Data for the task:

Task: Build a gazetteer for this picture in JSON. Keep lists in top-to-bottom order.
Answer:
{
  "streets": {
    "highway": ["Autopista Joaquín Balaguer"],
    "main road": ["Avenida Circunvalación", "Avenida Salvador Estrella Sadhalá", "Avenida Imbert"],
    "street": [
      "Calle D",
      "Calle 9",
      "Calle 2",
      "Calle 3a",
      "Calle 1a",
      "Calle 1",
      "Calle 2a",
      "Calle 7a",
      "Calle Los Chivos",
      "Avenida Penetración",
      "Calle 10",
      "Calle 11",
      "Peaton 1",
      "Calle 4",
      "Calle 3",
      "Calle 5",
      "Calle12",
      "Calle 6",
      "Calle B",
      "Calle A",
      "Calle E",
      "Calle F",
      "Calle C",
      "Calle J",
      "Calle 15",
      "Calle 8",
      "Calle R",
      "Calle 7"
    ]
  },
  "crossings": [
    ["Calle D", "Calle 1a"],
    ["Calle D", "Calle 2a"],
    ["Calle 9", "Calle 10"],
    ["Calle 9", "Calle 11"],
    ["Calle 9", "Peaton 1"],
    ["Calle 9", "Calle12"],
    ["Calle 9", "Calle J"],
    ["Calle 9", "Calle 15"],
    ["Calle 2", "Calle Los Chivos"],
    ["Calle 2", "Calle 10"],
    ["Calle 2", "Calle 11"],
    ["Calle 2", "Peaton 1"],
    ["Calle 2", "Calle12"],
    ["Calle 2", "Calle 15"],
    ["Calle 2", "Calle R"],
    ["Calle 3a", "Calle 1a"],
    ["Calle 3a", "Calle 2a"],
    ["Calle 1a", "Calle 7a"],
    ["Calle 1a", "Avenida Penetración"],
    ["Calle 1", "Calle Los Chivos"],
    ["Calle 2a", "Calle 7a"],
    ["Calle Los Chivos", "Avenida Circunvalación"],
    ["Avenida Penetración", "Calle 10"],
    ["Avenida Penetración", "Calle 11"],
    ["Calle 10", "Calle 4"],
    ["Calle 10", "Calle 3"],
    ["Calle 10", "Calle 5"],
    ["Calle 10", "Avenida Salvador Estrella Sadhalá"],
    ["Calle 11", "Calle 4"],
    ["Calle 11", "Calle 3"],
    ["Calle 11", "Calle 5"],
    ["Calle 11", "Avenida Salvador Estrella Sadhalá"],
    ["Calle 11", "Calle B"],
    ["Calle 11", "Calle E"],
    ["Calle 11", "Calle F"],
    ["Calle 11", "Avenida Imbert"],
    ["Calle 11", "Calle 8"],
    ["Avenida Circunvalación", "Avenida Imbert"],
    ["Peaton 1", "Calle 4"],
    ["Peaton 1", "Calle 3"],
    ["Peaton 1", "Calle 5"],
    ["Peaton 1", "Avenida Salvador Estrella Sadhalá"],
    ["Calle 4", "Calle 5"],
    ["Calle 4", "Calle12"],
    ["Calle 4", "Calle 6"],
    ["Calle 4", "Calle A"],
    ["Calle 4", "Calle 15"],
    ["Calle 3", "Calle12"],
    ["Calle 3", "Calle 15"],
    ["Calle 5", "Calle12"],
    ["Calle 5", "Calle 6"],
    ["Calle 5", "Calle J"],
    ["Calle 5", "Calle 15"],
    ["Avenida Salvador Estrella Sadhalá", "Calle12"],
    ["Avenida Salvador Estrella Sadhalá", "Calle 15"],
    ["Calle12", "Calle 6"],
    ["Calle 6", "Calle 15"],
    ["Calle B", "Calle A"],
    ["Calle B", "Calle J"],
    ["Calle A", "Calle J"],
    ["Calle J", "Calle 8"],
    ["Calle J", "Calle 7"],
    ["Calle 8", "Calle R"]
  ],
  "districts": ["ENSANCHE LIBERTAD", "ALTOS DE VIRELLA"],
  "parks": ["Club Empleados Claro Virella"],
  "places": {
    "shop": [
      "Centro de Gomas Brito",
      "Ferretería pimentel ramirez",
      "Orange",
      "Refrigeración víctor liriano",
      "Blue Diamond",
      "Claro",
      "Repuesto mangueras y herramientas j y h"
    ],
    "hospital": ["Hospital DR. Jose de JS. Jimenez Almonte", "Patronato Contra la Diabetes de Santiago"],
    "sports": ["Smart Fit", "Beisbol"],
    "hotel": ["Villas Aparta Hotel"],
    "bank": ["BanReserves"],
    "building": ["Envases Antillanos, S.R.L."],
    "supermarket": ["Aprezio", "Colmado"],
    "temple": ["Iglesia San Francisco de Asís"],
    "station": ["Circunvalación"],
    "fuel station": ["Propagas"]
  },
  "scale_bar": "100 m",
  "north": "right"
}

What you need to do:
Each line of the records above must be copied exactly.

Task answer:
Task: Build a gazetteer for this picture in JSON. Keep lists in top-to-bottom order.
Answer:
{
  "streets": {
    "highway": ["Autopista Joaquín Balaguer"],
    "main road": ["Avenida Circunvalación", "Avenida Salvador Estrella Sadhalá", "Avenida Imbert"],
    "street": [
      "Calle D",
      "Calle 9",
      "Calle 2",
      "Calle 3a",
      "Calle 1a",
      "Calle 1",
      "Calle 2a",
      "Calle 7a",
      "Calle Los Chivos",
      "Avenida Penetración",
      "Calle 10",
      "Calle 11",
      "Peaton 1",
      "Calle 4",
      "Calle 3",
      "Calle 5",
      "Calle12",
      "Calle 6",
      "Calle B",
      "Calle A",
      "Calle E",
      "Calle F",
      "Calle C",
      "Calle J",
      "Calle 15",
      "Calle 8",
      "Calle R",
      "Calle 7"
    ]
  },
  "crossings": [
    ["Calle D", "Calle 1a"],
    ["Calle D", "Calle 2a"],
    ["Calle 9", "Calle 10"],
    ["Calle 9", "Calle 11"],
    ["Calle 9", "Peaton 1"],
    ["Calle 9", "Calle12"],
    ["Calle 9", "Calle J"],
    ["Calle 9", "Calle 15"],
    ["Calle 2", "Calle Los Chivos"],
    ["Calle 2", "Calle 10"],
    ["Calle 2", "Calle 11"],
    ["Calle 2", "Peaton 1"],
    ["Calle 2", "Calle12"],
    ["Calle 2", "Calle 15"],
    ["Calle 2", "Calle R"],
    ["Calle 3a", "Calle 1a"],
    ["Calle 3a", "Calle 2a"],
    ["Calle 1a", "Calle 7a"],
    ["Calle 1a", "Avenida Penetración"],
    ["Calle 1", "Calle Los Chivos"],
    ["Calle 2a", "Calle 7a"],
    ["Calle Los Chivos", "Avenida Circunvalación"],
    ["Avenida Penetración", "Calle 10"],
    ["Avenida Penetración", "Calle 11"],
    ["Calle 10", "Calle 4"],
    ["Calle 10", "Calle 3"],
    ["Calle 10", "Calle 5"],
    ["Calle 10", "Avenida Salvador Estrella Sadhalá"],
    ["Calle 11", "Calle 4"],
    ["Calle 11", "Calle 3"],
    ["Calle 11", "Calle 5"],
    ["Calle 11", "Avenida Salvador Estrella Sadhalá"],
    ["Calle 11", "Calle B"],
    ["Calle 11", "Calle E"],
    ["Calle 11", "Calle F"],
    ["Calle 11", "Avenida Imbert"],
    ["Calle 11", "Calle 8"],
    ["Avenida Circunvalación", "Avenida Imbert"],
    ["Peaton 1", "Calle 4"],
    ["Peaton 1", "Calle 3"],
    ["Peaton 1", "Calle 5"],
    ["Peaton 1", "Avenida Salvador Estrella Sadhalá"],
    ["Calle 4", "Calle 5"],
    ["Calle 4", "Calle12"],
    ["Calle 4", "Calle 6"],
    ["Calle 4", "Calle A"],
    ["Calle 4", "Calle 15"],
    ["Calle 3", "Calle12"],
    ["Calle 3", "Calle 15"],
    ["Calle 5", "Calle12"],
    ["Calle 5", "Calle 6"],
    ["Calle 5", "Calle J"],
    ["Calle 5", "Calle 15"],
    ["Avenida Salvador Estrella Sadhalá", "Calle12"],
    ["Avenida Salvador Estrella Sadhalá", "Calle 15"],
    ["Calle12", "Calle 6"],
    ["Calle 6", "Calle 15"],
    ["Calle B", "Calle A"],
    ["Calle B", "Calle J"],
    ["Calle A", "Calle J"],
    ["Calle J", "Calle 8"],
    ["Calle J", "Calle 7"],
    ["Calle 8", "Calle R"]
  ],
  "districts": ["ENSANCHE LIBERTAD", "ALTOS DE VIRELLA"],
  "parks": ["Club Empleados Claro Virella"],
  "places": {
    "shop": [
      "Centro de Gomas Brito",
      "Ferretería pimentel ramirez",
      "Orange",
      "Refrigeración víctor liriano",
      "Blue Diamond",
      "Claro",
      "Repuesto mangueras y herramientas j y h"
    ],
    "hospital": ["Hospital DR. Jose de JS. Jimenez Almonte", "Patronato Contra la Diabetes de Santiago"],
    "sports": ["Smart Fit", "Beisbol"],
    "hotel": ["Villas Aparta Hotel"],
    "bank": ["BanReserves"],
    "building": ["Envases Antillanos, S.R.L."],
    "supermarket": ["Aprezio", "Colmado"],
    "temple": ["Iglesia San Francisco de Asís"],
    "station": ["Circunvalación"],
    "fuel station": ["Propagas"]
  },
  "scale_bar": "100 m",
  "north": "right"
}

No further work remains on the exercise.